What the exercise asks - Start at the line with "M66,93l-2,5 5,3 -3,9 -16,28 -42,-24 4,-9z" in the records below, stop at the line with "M195,168l12,8 -1,2 7,4", and return every line in that span exactly, the two end lines included.

Task input -

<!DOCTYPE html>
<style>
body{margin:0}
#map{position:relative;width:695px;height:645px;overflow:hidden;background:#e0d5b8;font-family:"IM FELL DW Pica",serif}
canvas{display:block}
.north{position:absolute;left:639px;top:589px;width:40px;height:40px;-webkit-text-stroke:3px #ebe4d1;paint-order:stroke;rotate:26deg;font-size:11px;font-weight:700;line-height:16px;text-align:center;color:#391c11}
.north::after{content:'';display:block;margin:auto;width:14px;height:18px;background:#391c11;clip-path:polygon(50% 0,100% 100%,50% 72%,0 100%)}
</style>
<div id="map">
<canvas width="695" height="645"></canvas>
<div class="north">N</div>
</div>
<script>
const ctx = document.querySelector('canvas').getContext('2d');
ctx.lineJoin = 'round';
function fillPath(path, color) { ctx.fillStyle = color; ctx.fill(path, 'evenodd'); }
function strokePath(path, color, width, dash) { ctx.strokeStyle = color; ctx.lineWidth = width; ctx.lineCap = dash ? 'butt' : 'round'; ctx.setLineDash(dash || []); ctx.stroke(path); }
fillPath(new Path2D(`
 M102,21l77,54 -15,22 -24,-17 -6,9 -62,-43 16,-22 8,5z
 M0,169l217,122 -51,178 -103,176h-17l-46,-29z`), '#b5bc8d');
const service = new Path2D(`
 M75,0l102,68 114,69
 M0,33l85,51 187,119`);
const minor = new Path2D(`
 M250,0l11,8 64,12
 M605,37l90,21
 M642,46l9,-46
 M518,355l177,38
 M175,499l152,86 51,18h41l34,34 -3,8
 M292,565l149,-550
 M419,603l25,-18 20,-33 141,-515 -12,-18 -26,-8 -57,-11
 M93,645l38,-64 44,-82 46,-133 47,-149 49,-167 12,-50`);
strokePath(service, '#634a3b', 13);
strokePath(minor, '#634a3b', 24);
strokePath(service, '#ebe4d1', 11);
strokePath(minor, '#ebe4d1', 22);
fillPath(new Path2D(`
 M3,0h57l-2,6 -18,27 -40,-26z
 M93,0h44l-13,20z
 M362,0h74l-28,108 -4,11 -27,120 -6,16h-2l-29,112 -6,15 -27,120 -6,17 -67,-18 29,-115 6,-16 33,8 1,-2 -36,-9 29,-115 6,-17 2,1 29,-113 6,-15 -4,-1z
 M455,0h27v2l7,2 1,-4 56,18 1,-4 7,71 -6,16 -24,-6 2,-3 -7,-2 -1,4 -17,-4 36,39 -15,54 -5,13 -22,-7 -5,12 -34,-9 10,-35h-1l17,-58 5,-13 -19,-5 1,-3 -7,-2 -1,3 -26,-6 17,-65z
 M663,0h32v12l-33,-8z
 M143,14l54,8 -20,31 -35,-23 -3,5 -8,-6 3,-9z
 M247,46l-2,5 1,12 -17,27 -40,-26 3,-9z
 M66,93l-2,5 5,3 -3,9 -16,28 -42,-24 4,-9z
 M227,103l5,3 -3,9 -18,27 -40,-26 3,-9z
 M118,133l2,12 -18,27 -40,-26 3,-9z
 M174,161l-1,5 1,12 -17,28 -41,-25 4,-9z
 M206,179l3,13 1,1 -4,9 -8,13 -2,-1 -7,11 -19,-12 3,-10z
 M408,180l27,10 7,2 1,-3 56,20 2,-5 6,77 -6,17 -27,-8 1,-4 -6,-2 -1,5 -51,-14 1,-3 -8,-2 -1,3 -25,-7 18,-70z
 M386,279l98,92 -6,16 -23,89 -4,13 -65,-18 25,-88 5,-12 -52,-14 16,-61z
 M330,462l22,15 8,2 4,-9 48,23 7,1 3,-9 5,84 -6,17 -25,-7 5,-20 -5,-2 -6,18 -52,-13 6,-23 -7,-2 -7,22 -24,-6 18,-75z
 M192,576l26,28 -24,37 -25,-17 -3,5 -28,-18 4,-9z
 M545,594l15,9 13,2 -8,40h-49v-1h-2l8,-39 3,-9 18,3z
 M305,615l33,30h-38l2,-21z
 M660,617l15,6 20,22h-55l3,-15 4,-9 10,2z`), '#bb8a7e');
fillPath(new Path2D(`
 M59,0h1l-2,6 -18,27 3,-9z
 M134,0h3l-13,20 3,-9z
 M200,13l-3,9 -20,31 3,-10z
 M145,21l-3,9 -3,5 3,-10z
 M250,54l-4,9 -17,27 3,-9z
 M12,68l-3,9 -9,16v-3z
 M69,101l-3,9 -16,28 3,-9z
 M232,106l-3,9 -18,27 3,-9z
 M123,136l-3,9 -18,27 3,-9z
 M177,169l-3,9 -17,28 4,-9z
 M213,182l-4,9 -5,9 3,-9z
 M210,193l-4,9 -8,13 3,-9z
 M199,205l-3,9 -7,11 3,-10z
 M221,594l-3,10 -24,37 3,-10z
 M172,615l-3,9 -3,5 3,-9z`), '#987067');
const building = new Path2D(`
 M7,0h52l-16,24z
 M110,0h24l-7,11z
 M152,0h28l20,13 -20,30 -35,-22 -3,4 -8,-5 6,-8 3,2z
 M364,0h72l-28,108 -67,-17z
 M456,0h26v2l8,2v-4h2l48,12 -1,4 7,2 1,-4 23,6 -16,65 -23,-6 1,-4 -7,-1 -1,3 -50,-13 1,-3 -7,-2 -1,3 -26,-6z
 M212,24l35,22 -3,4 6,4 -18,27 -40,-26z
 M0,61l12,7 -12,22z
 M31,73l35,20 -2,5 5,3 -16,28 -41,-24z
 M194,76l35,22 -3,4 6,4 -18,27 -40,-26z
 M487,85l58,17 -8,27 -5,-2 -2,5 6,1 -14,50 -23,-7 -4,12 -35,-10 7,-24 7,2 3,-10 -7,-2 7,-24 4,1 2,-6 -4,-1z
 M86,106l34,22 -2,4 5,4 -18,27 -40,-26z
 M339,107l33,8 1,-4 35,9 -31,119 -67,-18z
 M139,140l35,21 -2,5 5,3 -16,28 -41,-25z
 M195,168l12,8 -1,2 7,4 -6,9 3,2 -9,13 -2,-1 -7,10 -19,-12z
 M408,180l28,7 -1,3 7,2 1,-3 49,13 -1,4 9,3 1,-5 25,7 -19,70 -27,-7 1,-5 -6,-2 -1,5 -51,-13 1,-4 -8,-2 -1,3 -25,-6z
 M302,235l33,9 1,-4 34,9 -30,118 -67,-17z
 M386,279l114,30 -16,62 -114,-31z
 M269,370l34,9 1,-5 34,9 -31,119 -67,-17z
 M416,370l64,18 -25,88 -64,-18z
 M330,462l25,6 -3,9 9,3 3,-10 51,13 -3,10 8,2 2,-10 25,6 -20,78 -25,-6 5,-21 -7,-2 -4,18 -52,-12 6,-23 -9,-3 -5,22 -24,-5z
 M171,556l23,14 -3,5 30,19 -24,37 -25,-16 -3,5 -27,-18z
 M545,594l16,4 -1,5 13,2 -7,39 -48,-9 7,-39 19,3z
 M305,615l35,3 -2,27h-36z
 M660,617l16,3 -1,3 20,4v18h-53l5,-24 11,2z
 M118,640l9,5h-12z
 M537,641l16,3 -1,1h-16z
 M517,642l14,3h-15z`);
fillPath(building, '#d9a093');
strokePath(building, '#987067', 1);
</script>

Result for this task -
 M66,93l-2,5 5,3 -3,9 -16,28 -42,-24 4,-9z
 M227,103l5,3 -3,9 -18,27 -40,-26 3,-9z
 M118,133l2,12 -18,27 -40,-26 3,-9z
 M174,161l-1,5 1,12 -17,28 -41,-25 4,-9z
 M206,179l3,13 1,1 -4,9 -8,13 -2,-1 -7,11 -19,-12 3,-10z
 M408,180l27,10 7,2 1,-3 56,20 2,-5 6,77 -6,17 -27,-8 1,-4 -6,-2 -1,5 -51,-14 1,-3 -8,-2 -1,3 -25,-7 18,-70z
 M386,279l98,92 -6,16 -23,89 -4,13 -65,-18 25,-88 5,-12 -52,-14 16,-61z
 M330,462l22,15 8,2 4,-9 48,23 7,1 3,-9 5,84 -6,17 -25,-7 5,-20 -5,-2 -6,18 -52,-13 6,-23 -7,-2 -7,22 -24,-6 18,-75z
 M192,576l26,28 -24,37 -25,-17 -3,5 -28,-18 4,-9z
 M545,594l15,9 13,2 -8,40h-49v-1h-2l8,-39 3,-9 18,3z
 M305,615l33,30h-38l2,-21z
 M660,617l15,6 20,22h-55l3,-15 4,-9 10,2z`), '#bb8a7e');
fillPath(new Path2D(`
 M59,0h1l-2,6 -18,27 3,-9z
 M134,0h3l-13,20 3,-9z
 M200,13l-3,9 -20,31 3,-10z
 M145,21l-3,9 -3,5 3,-10z
 M250,54l-4,9 -17,27 3,-9z
 M12,68l-3,9 -9,16v-3z
 M69,101l-3,9 -16,28 3,-9z
 M232,106l-3,9 -18,27 3,-9z
 M123,136l-3,9 -18,27 3,-9z
 M177,169l-3,9 -17,28 4,-9z
 M213,182l-4,9 -5,9 3,-9z
 M210,193l-4,9 -8,13 3,-9z
 M199,205l-3,9 -7,11 3,-10z
 M221,594l-3,10 -24,37 3,-10z
 M172,615l-3,9 -3,5 3,-9z`), '#987067');
const building = new Path2D(`
 M7,0h52l-16,24z
 M110,0h24l-7,11z
 M152,0h28l20,13 -20,30 -35,-22 -3,4 -8,-5 6,-8 3,2z
 M364,0h72l-28,108 -67,-17z
 M456,0h26v2l8,2v-4h2l48,12 -1,4 7,2 1,-4 23,6 -16,65 -23,-6 1,-4 -7,-1 -1,3 -50,-13 1,-3 -7,-2 -1,3 -26,-6z
 M212,24l35,22 -3,4 6,4 -18,27 -40,-26z
 M0,61l12,7 -12,22z
 M31,73l35,20 -2,5 5,3 -16,28 -41,-24z
 M194,76l35,22 -3,4 6,4 -18,27 -40,-26z
 M487,85l58,17 -8,27 -5,-2 -2,5 6,1 -14,50 -23,-7 -4,12 -35,-10 7,-24 7,2 3,-10 -7,-2 7,-24 4,1 2,-6 -4,-1z
 M86,106l34,22 -2,4 5,4 -18,27 -40,-26z
 M339,107l33,8 1,-4 35,9 -31,119 -67,-18z
 M139,140l35,21 -2,5 5,3 -16,28 -41,-25z
 M195,168l12,8 -1,2 7,4 -6,9 3,2 -9,13 -2,-1 -7,10 -19,-12z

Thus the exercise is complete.